Annuities are designed
for the specific needs of a small group of investors. Many consumers invest
in annuities without knowledge of how their chosen investment vehicle
works or what sort of returns to expect. For the majority of people, money
is better contributed to other investment vehicle where there is the potential
for better returns.
How annuities work
To Annuities are an
insurance product.
Investor makes lump
sum payments or installments.
Money grows tax-deferred
on a fixed or variable rate.
Money can't be withdrawn
until the investor turns 59 ½.
The insurer makes periodic
payments for the rest of the investor's life.
When the investor dies,
his/her beneficiary gets the current value of the annuity or a preset
minimum, whichever is greater.
Types
Fixed - An investment
vehicle offered by and insurance company that guarantees fixed payments
over the life of the annuity. The insurer, not the insured, takes
the risk. Fixed annuities are safer than other types but offer less
opportunity for growth. If an investor wants to invest for more than
ten (10) years but is uncomfortable with the risk entailed in the
stock market, fixed annuities offer better interest rates than a savings
account or money market account (around 7%).

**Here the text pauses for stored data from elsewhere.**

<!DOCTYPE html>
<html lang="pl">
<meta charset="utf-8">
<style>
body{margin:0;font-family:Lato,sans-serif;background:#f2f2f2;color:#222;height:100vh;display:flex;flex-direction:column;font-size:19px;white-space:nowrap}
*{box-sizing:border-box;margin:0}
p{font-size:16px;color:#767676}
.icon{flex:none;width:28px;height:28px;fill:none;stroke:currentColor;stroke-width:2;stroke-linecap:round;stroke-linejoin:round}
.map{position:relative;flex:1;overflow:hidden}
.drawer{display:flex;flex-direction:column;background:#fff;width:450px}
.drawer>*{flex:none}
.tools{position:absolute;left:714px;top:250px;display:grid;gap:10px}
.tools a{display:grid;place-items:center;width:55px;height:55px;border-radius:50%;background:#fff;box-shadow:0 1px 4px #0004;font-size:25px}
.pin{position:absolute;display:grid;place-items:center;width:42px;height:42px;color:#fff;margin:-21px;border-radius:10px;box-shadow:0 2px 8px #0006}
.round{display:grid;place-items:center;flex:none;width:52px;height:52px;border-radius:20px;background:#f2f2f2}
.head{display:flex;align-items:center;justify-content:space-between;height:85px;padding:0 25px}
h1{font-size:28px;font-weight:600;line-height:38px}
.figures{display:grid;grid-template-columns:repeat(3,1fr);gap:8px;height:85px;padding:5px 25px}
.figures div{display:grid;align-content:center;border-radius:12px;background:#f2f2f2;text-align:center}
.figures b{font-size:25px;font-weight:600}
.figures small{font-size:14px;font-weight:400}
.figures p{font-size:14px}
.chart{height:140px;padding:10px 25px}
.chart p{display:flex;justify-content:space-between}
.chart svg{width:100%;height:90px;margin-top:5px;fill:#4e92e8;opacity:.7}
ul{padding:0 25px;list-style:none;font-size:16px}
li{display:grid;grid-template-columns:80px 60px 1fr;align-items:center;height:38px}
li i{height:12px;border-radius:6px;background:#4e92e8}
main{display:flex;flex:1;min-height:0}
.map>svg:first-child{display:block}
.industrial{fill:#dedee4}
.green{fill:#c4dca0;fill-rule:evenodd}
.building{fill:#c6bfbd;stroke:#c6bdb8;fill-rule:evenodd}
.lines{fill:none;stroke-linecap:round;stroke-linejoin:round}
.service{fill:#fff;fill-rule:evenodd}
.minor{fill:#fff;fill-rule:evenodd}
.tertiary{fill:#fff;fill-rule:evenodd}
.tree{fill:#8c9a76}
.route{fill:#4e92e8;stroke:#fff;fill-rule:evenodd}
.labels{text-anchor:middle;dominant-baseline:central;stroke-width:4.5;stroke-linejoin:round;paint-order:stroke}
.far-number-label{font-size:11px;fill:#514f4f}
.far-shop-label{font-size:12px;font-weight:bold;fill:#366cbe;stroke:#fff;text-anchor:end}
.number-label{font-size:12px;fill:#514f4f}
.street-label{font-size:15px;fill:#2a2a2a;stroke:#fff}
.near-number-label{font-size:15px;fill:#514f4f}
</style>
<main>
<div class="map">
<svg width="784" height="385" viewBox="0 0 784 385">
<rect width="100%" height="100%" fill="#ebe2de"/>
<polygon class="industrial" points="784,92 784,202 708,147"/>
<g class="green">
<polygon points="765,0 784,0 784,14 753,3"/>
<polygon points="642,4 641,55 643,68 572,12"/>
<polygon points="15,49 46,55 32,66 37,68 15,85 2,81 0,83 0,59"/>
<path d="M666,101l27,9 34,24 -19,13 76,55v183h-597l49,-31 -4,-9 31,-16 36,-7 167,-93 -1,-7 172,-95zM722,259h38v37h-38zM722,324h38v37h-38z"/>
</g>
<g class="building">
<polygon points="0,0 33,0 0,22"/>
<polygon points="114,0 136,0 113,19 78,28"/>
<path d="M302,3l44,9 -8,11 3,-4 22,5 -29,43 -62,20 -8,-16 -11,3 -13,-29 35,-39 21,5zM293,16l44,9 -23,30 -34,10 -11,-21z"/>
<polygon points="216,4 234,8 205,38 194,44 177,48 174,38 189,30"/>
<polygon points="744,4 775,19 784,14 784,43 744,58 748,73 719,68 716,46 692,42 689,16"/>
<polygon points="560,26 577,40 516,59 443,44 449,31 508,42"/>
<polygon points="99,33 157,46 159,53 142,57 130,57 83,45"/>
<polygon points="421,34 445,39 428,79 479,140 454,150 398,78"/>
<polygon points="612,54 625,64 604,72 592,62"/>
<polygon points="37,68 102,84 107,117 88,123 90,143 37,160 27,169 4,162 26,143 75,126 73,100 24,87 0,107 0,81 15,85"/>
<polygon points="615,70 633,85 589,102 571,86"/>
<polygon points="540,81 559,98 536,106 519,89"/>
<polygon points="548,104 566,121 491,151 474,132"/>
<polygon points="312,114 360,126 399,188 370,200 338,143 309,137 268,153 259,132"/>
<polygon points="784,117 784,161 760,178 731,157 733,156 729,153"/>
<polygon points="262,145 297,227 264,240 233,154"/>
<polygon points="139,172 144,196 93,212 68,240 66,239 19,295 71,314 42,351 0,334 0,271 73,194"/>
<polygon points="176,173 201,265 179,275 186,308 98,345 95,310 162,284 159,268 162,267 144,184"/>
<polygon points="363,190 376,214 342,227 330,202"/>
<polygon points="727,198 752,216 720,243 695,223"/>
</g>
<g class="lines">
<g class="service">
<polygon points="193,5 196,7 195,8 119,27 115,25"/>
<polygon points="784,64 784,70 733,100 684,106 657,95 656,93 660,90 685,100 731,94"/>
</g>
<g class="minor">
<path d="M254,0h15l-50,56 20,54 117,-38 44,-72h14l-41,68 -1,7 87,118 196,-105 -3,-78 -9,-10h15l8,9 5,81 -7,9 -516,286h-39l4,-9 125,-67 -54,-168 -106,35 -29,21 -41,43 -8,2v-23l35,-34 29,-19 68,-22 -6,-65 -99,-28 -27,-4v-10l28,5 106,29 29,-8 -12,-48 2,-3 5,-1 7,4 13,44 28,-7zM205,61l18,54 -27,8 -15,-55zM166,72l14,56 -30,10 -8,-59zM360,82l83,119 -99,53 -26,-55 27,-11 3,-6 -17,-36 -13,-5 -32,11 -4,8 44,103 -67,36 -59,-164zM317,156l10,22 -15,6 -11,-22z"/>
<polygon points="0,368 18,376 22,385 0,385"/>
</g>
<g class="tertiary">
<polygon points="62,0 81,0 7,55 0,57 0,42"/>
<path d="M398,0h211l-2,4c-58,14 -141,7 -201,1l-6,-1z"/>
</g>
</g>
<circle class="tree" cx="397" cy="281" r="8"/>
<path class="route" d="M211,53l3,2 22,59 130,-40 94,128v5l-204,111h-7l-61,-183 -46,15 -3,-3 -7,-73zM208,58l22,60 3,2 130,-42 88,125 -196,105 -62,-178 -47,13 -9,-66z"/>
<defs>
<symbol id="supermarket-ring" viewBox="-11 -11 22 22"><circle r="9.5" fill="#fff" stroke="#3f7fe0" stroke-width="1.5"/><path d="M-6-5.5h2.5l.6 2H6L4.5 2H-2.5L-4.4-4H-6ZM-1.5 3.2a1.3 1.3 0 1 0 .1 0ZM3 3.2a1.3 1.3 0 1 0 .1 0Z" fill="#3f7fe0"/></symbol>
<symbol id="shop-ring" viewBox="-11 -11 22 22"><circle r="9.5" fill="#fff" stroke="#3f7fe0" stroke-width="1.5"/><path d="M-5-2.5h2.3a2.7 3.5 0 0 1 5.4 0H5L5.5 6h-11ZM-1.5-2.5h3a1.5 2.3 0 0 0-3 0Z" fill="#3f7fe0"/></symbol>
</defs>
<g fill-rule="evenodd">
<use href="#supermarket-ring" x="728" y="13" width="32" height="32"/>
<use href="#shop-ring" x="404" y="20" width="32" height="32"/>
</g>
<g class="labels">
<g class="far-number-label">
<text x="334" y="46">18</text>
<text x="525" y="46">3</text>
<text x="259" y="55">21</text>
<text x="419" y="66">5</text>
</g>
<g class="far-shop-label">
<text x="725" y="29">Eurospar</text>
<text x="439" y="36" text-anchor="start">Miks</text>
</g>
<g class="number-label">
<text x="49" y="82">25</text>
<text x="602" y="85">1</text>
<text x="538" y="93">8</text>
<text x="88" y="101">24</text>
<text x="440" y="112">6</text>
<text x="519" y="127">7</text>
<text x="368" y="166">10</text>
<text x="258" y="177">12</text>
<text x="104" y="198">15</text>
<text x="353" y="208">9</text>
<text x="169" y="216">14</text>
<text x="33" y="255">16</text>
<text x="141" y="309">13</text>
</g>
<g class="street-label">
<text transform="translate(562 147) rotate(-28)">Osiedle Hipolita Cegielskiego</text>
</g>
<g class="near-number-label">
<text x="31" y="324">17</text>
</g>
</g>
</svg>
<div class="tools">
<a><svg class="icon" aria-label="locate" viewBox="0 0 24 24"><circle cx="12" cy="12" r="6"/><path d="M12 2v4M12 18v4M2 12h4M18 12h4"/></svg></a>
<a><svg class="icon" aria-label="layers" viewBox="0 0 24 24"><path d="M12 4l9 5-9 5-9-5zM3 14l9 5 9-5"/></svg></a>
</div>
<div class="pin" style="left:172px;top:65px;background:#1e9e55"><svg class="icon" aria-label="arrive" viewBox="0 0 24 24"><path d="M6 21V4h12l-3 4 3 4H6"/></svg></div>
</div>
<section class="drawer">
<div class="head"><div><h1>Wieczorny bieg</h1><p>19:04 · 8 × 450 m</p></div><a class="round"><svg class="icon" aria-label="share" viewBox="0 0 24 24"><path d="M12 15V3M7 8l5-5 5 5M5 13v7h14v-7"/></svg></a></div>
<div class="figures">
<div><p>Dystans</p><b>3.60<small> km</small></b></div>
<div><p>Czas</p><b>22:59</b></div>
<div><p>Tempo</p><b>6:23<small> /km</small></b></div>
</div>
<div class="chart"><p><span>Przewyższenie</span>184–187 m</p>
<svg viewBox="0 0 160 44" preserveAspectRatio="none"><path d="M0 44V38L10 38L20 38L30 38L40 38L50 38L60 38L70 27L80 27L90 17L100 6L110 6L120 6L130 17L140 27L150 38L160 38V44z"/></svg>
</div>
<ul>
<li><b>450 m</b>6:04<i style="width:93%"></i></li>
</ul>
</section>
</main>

Variable - A life insurance
annuity contract that provides future payments to the holder (the
annuitant) usually at retirement. The size of the payment depends
upon how well the portfolios perform.
Equity-Indexed - An annuity
whose returns are based upon the performance of an equity market index,
such as the S & P 500 or NASDAQ. The principal investment is protected
from losses in the equity market, while gains add to the annuity's
returns.
Fees
Fees are factored in and deducted for fixed and equity returns. Variable
fees are charged in a lump payment at a later time. The fees are about
2.3% of an investment, one percent more than a mutual fund.
Advantages
Guaranteed income for
the rest of the investor's life.
No need to worry about
another person being in charge of investments.
The longer the life
expectancy the more adventitious an annuity becomes. A person may
live for a period at the expense of the insurance company.
Comfort of knowing capital
will last you for the rest of your life.
Disadvantages
If the investor dies
earlier than expected, the insurance company keeps a large portion
of his/her money.
Annuities are not protected
against inflation.
Who should invest in
an annuity?
Consumers who have most of their money in other retirement plans (i.e.
IRA or 401(k)); consumers who don't need the money until they are at least
59 ½ years old; and consumers who are concerned about outliving
their retirement payments, because there are constant payouts.